Londrina foi uma das últimas cidades onde Nelson Freire se apresentou antes de sofrer um acidente durante uma caminhada no Rio de Janeiro, em 2019. Após passar por cirurgias no ombro devido à queda, o pianista havia programado o retorno aos palcos para o ano passado, plano que teve que ser adiado devido à pandemia e acabou não acontecendo.

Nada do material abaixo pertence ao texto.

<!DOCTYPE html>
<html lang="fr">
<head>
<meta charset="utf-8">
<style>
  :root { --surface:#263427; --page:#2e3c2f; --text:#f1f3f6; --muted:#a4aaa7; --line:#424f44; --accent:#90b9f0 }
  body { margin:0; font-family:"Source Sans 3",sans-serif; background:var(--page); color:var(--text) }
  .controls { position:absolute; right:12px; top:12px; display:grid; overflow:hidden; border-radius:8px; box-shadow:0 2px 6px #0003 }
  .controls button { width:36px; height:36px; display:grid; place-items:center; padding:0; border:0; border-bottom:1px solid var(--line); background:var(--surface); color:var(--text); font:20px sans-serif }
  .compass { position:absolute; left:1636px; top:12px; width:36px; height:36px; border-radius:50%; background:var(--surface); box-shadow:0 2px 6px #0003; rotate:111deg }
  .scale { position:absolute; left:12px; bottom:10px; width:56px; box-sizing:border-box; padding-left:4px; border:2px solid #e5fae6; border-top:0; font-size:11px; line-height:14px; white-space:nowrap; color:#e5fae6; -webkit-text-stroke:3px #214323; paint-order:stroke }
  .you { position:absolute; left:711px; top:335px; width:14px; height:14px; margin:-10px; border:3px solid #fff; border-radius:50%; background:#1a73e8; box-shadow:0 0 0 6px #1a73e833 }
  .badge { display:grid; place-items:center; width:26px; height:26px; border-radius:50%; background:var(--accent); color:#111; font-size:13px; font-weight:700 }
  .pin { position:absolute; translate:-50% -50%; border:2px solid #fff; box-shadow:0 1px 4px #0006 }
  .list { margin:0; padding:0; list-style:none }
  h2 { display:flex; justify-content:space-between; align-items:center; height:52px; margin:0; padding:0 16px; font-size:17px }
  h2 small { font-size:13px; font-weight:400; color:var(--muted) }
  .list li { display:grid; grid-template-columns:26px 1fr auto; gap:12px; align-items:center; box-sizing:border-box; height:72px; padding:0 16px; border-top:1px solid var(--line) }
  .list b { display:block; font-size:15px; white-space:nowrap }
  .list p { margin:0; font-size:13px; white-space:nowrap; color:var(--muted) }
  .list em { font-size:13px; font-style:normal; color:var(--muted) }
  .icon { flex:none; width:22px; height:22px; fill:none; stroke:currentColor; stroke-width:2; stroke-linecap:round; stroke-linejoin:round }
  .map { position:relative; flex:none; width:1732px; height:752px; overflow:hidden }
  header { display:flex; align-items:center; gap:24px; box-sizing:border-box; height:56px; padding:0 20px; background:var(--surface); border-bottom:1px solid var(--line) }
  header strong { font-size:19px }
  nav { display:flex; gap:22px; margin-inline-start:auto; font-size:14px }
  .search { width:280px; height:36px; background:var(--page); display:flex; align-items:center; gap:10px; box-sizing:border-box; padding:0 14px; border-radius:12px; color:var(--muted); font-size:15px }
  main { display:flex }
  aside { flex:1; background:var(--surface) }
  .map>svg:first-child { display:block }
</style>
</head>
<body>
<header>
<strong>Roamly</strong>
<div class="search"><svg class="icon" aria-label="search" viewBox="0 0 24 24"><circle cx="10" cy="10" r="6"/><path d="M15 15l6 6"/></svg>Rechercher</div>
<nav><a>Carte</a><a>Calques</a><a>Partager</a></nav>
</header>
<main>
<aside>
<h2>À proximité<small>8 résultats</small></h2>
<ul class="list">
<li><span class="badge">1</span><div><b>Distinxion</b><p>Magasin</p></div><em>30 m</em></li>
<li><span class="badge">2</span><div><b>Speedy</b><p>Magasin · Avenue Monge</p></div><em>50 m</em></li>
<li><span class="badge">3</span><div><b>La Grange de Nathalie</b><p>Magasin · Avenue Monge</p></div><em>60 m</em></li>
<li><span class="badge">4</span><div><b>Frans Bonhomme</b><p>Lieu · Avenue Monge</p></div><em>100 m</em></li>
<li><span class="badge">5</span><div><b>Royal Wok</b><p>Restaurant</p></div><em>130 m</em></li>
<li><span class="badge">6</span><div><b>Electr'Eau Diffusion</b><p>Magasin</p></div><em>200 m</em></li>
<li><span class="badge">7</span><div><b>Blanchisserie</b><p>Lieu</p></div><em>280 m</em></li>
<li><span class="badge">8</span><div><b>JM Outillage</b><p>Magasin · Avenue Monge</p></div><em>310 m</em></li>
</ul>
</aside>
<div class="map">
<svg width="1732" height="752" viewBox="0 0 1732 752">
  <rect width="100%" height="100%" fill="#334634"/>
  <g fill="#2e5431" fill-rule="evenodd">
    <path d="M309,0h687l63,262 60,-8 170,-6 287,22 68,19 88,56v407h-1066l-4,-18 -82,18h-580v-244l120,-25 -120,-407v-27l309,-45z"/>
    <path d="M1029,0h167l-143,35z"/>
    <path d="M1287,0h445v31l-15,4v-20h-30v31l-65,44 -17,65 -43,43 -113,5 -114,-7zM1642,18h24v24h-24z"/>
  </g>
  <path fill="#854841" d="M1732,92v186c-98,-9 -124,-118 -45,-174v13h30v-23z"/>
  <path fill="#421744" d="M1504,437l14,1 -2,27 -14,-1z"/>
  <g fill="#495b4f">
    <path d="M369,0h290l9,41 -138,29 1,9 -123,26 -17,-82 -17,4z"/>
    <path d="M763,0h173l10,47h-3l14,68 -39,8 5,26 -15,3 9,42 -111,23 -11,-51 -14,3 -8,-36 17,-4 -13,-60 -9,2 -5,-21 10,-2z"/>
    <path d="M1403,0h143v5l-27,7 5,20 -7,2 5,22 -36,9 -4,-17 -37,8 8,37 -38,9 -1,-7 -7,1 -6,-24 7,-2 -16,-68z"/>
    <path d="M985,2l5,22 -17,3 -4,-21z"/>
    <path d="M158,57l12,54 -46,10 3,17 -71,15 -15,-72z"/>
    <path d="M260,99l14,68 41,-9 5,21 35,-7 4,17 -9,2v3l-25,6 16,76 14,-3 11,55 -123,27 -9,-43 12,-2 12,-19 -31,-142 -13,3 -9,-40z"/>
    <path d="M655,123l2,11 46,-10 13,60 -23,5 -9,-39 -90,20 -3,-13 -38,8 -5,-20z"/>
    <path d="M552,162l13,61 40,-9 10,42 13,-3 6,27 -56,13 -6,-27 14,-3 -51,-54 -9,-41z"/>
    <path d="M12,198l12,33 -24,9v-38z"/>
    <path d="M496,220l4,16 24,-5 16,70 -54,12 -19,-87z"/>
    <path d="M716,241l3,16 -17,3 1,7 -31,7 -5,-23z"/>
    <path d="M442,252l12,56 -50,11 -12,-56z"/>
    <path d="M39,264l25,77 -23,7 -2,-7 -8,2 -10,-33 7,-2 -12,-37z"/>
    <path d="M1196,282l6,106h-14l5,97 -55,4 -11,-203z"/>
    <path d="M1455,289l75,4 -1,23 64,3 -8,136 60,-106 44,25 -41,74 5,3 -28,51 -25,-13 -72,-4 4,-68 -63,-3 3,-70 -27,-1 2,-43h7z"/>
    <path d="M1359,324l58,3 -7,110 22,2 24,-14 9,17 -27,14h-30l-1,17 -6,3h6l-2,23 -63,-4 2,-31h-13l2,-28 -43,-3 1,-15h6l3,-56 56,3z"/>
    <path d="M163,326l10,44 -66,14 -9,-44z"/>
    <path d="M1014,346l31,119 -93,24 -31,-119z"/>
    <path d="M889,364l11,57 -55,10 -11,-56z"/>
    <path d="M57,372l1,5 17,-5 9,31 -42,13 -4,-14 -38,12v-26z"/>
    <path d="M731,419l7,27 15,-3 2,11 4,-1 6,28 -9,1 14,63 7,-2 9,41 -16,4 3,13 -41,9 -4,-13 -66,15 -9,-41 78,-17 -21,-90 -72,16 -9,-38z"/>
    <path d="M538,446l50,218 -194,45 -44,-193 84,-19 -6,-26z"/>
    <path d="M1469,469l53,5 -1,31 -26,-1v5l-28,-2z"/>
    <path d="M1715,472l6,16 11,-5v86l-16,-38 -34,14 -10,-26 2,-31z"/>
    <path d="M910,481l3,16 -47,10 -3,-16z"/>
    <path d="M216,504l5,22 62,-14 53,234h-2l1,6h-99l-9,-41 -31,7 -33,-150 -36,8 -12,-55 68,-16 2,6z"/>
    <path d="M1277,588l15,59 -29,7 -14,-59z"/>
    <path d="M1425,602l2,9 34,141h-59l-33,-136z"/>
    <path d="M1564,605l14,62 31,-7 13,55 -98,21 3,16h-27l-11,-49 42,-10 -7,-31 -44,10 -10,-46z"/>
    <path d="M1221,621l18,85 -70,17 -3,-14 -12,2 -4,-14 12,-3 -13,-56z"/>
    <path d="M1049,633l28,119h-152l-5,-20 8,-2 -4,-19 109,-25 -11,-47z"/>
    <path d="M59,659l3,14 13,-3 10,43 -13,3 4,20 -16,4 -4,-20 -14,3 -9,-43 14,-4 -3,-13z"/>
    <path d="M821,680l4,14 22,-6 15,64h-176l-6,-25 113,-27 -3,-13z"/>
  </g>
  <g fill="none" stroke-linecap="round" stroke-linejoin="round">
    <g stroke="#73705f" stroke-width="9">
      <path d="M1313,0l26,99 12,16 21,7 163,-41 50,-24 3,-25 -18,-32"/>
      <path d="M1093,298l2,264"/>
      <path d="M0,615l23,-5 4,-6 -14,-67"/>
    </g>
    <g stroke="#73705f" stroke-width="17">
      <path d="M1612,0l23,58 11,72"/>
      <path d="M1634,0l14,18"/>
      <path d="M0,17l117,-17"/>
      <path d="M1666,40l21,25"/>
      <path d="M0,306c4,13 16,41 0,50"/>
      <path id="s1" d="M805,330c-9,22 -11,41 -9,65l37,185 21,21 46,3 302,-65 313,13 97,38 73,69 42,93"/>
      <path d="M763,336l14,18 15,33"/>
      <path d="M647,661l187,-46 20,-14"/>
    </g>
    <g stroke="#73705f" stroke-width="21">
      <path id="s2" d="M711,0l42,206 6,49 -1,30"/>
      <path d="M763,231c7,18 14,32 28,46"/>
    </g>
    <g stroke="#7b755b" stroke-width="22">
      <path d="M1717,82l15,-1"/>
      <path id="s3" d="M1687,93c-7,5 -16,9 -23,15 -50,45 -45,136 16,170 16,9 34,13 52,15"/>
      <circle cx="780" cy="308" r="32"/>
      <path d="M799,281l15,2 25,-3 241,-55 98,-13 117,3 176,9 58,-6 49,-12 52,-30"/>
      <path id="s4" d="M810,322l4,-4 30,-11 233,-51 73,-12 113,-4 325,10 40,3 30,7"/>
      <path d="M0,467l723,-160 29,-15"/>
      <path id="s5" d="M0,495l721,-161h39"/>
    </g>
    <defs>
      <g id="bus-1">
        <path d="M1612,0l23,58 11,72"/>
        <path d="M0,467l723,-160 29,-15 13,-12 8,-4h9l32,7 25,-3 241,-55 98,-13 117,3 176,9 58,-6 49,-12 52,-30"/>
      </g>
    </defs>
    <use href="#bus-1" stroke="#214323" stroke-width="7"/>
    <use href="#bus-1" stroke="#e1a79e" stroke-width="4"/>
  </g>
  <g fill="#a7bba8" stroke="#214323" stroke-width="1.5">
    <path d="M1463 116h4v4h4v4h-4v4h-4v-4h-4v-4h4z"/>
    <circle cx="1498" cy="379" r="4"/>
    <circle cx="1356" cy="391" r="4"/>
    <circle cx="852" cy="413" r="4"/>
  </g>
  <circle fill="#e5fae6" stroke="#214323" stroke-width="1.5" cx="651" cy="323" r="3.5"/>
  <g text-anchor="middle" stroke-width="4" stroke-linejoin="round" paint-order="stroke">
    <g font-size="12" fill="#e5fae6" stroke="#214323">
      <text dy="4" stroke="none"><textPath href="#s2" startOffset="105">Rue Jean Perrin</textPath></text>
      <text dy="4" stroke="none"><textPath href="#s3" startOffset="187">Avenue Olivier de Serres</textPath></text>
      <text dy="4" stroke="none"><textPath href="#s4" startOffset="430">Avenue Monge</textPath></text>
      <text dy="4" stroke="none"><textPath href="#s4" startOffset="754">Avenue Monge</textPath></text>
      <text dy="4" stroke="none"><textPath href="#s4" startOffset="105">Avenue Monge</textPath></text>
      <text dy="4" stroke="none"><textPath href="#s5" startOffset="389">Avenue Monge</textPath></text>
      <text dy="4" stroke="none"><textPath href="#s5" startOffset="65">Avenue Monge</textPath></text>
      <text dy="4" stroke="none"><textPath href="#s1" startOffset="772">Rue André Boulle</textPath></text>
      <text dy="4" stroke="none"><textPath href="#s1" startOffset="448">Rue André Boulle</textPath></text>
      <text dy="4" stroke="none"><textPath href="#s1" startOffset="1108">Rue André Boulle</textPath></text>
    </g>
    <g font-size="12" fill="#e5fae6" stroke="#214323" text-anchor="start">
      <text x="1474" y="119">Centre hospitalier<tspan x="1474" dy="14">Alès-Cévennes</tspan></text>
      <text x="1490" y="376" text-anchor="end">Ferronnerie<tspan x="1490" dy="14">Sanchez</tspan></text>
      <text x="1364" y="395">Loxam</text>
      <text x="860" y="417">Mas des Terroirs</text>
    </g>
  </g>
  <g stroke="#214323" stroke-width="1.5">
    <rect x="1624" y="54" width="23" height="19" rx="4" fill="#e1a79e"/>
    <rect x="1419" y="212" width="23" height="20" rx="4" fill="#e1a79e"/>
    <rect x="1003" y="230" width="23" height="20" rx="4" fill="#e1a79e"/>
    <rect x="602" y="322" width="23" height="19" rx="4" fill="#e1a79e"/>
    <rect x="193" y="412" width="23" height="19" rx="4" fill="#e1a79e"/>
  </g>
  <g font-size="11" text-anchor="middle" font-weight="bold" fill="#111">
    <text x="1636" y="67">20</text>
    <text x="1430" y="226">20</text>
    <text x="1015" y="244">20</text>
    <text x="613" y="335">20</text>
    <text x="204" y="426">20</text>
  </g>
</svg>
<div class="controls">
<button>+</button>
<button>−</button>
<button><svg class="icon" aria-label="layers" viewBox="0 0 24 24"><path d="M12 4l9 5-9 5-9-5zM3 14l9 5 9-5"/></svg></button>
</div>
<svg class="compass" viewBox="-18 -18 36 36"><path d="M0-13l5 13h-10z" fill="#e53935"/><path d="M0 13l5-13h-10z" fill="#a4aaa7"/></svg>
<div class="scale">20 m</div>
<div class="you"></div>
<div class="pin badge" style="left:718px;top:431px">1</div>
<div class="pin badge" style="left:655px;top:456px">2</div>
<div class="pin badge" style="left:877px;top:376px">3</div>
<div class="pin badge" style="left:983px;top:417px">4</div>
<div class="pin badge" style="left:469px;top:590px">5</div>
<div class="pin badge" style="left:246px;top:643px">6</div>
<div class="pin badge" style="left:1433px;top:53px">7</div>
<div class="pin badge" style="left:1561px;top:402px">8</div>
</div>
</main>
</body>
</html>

Nascido em 1944, na cidade mineira de Boa Esperança, Freire começou a tocar piano aos três anos de idade. Seu talento precoce fez com a família se mudasse para o Rio de Janeiro, para que ele pudesse se aprimorar nos estudos. Com apenas 12 anos, foi finalista do Primeiro Concurso Internacional de Piano do Rio de Janeiro e ganhou uma bolsa de estudos para cursar piano em Viena, onde teve aulas com o famoso pianista Bruno Seidlhofer. Com diversas premiações no currículo, Nelson Freire trilhou uma brilhante carreira internacional, tendo se apresentado em mais de 70 países, com as orquestras de Berlim, Londres, Nova York, Israel, Paris, Tóquio e Montreal, entre outras.

O pianista brasileiro gravou uma extensa discografia executando obras de Chopin, Schumann, Brahms, Liszt, Grieg, Tchaikovsky e Villa-Lobos e outros grandes compositores eruditos. De acordo com o Instituto Piano Brasileiro, Nelson Freire é o único artista do país incluído no projeto Great Pianists of the XXth Century (Grandes pianistas do século XX, em tradução livre), uma coleção de 200 CDs lançados pela Phillips. O cineasta João Moreira Salles fez um documentário sobre ele que pode ser visto na Globoplay.

O corpo de Nelson Freire será velado nesta terça-feira (2) no foyer do Theatro Municipal do Rio, o velório será aberto ao público das 11 às 16h, ele será sepultado no Memorial do Carmo, no Caju, na zona norte da cidade.